D’ailleurs, compte tenu de la perspective d’adhésion de l’Ukraine et de la Géorgie à l’OTAN, le GUAM peut également changer radicalement, en devenant une association selon la formule 2+2 : deux membres possibles de l’OTAN plus deux candidats possibles à l’adhésion à l’Alliance. Cela risque, également, de compliquer sérieusement la situation militaire et politique, du moins, on ne pourra plus guère compter sur un règlement en douceur des conflits gelés dans certains pays du GUAM.
Quoi qu’il en soit, l’orientation future de la politique étrangère de l’Ukraine et de la Géorgie est bel et bien définie. La CEI aborde une période plus difficile que jamais. Il est évident que cette organisation doit élaborer un mécanisme de coopération entre tous ses membres qui permettrait de réagir efficacement à tous les défis actuels.
Bien entendu, les préparatifs de la célébration du 65e anniversaire de la Victoire remportée dans la Grande Guerre patriotique (Seconde guerre mondiale) sont une chose très importante, cependant, il serait présomptueux d’espérer qu’ils puissent influer positivement sur la situation réelle au sein de la CEI.

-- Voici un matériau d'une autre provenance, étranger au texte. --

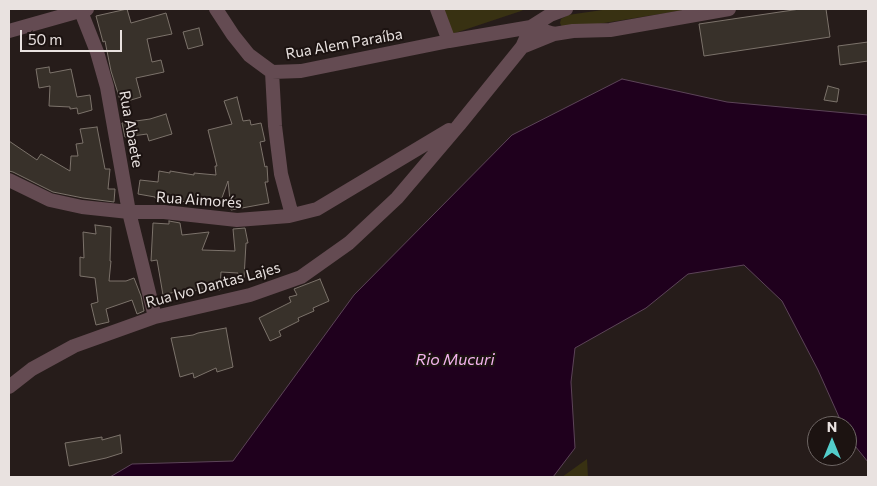 <!DOCTYPE html>
<meta charset="utf-8">
<style>
body{margin:0}
#map{position:relative;width:877px;height:486px;overflow:hidden;background:#261c1a;font-family:Commissioner,sans-serif}
canvas{display:block}
.frame{position:absolute;inset:0;border:10px solid #e9e2e0;pointer-events:none}
.north{position:absolute;left:807px;top:416px;width:50px;height:50px;box-sizing:border-box;background:#1c1311;border:1px solid #6e6664;border-radius:50%;rotate:0deg;font-size:14px;font-weight:700;line-height:20px;text-align:center;color:#e9e2e0}
.north::after{content:'';display:block;margin:auto;width:18px;height:22px;background:#53cdcb;clip-path:polygon(50% 0,100% 100%,50% 72%,0 100%)}
.scale{position:absolute;left:20px;top:30px;width:102px;height:22px;box-sizing:border-box;border:2px solid #e9e2e0;border-top:0;padding-left:6px;font-size:15px;line-height:18px;white-space:nowrap;color:#e9e2e0;-webkit-text-stroke:4px #1c1311;paint-order:stroke}
</style>
<div id="map">
<canvas width="877" height="486"></canvas>
<div class="frame"></div>
<div class="north">N</div>
<div class="scale">50 m</div>
</div>
<script>
const context = document.querySelector('canvas').getContext('2d');
context.lineJoin = 'round';
function fill(path, color) { context.fillStyle = color; context.fill(path, 'evenodd'); }
const poly = rows => new Path2D(rows.map(r => 'M' + r).join(''));
function trace(path, color, width, dash) { context.strokeStyle = color; context.lineWidth = width; context.lineCap = dash ? 'butt' : 'round'; context.setLineDash(dash || []); context.stroke(path); }
function write(font, color, halo, rows, align = 'center') {
  context.font = font + ' Commissioner,sans-serif'; context.lineWidth = 4; context.setLineDash([]); context.textBaseline = 'middle'; context.strokeStyle = halo; context.fillStyle = color; for (const [text, x, y, turn = 0] of rows) {
    context.save(); context.translate(x, y); context.rotate((+turn || 0) * Math.PI / 180); context.textAlign = isNaN(turn) ? turn : align; if (halo) context.strokeText(text, 0, 0); context.fillText(text, 0, 0); context.restore();
  }
}
const green = poly([
 [442,9,525,9,521,11,452,34],
 [609,9,691,9,567,29,562,27,560,23,561,19,568,15],
 [587,459,588,477,562,477]
]);
const water = poly([
 [622,79,727,102,868,115,868,462,847,436,847,426,843,426,818,370,782,301,744,265,688,274,646,308,575,348,571,382,575,448,553,477,110,477,132,464,233,461,354,295,512,135,622,79]
]);
const building = poly([
 [127,9,131,23,166,13,172,34,147,39,152,62,161,60,164,72,136,78,141,97,121,103,111,71,105,41,103,42,96,16,127,9],
 [800,9,826,9,830,37,704,56,699,24,800,9],
 [199,28,203,45,188,49,183,32,199,28],
 [868,42,868,61,840,65,838,46,868,42],
 [49,67,50,73,71,69,77,97,90,95,92,110,78,114,77,108,70,109,70,107,49,106,50,86,39,88,36,69,49,67],
 [828,86,839,89,837,102,824,100,828,86],
 [237,97,243,121,250,120,251,125,261,123,265,141,260,142,265,167,267,166,268,182,265,182,269,203,231,210,228,181,219,206,155,198,155,197,138,194,140,180,158,182,159,171,170,173,170,171,194,175,194,173,216,175,215,166,217,166,208,130,232,124,224,101,237,97],
 [166,114,172,134,149,141,147,134,125,137,122,123,150,119,166,114],
 [97,127,105,169,110,169,108,189,115,189,114,202,83,198,53,192,13,172,9,171,9,141,37,160,41,154,70,171,71,156,78,156,76,144,83,143,80,129,97,127],
 [169,221,180,223,182,235,209,232,202,250,235,251,233,229,245,228,248,243,246,243,244,278,238,278,238,273,221,272,220,290,201,289,181,295,179,291,163,295,157,260,151,261,153,223,169,224,169,221],
 [95,225,111,227,110,261,111,261,109,281,126,281,134,278,141,296,144,311,137,314,132,300,106,309,109,322,96,325,91,304,98,302,95,278,80,276,80,257,84,258,83,232,96,234,95,225],
 [320,279,329,301,313,308,314,311,298,318,299,321,279,331,281,336,270,341,259,318,291,302,289,297,297,295,294,289,320,279],
 [226,328,233,367,217,372,216,368,194,378,193,373,180,377,171,338,193,335,198,333,226,328],
 [120,435,122,453,106,458,69,466,65,443,102,437,102,440,120,435]
]);
const minor = poly([
 [80,9,97,52,107,87,129,212,155,317],
 [216,9,233,35,249,55,272,72,301,71,449,41,531,27,554,34],
 [437,9,449,41],
 [9,31,87,9],
 [522,47,554,34,573,31,610,30,729,9],
 [272,72,275,126,281,174,292,215],
 [9,180,50,200,82,207,129,212,164,212,237,220,289,216,317,209,449,130],
 [9,387,32,369,74,346,155,317,250,295,301,277,349,243,397,198,459,125,522,47,531,27,550,15,566,9]
]);
const streetNames = [
 ["Rua Alem Paraíba",344,44,-10],
 ["Rua Abaete",131,129,80],
 ["Rua Aimorés",199,200,4],
 ["Rua Ivo Dantas Lajes",213,285,-15]
];
const waterNames = [
 ["Rio Mucuri",455,360]
];
fill(green, '#383112');
fill(water, '#1f001d');
trace(water, '#5c4458', 1);
fill(building, '#38312a');
trace(building, '#7c736b', 1);
trace(minor, '#644b52', 14);
write('15px', '#e9e2e0', '#1c1311', streetNames);
write('italic 16px', '#f4b3ee', '#1c1311', waterNames);
</script>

Lors de sa dernière rencontre avec les chefs d’Etat de la communauté en qualité de président, Vladimir Poutine a mis l’accent sur l’élaboration d’une stratégie de développement de la CEI jusqu’à 2020. Cette stratégie, a-t-il souligné, doit viser à étendre la coopération, à accroître la compétitivité des pays de la CEI et à accélérer leur développement économique et social. Il reste un espoir que cette stratégie soit proposée et approuvée par les dirigeants de la CEI avant que les processus de désintégration qui s’y développent rapidement ne provoquent des changements irréversibles. Comme on le sait, l’espoir meurt toujours en dernier.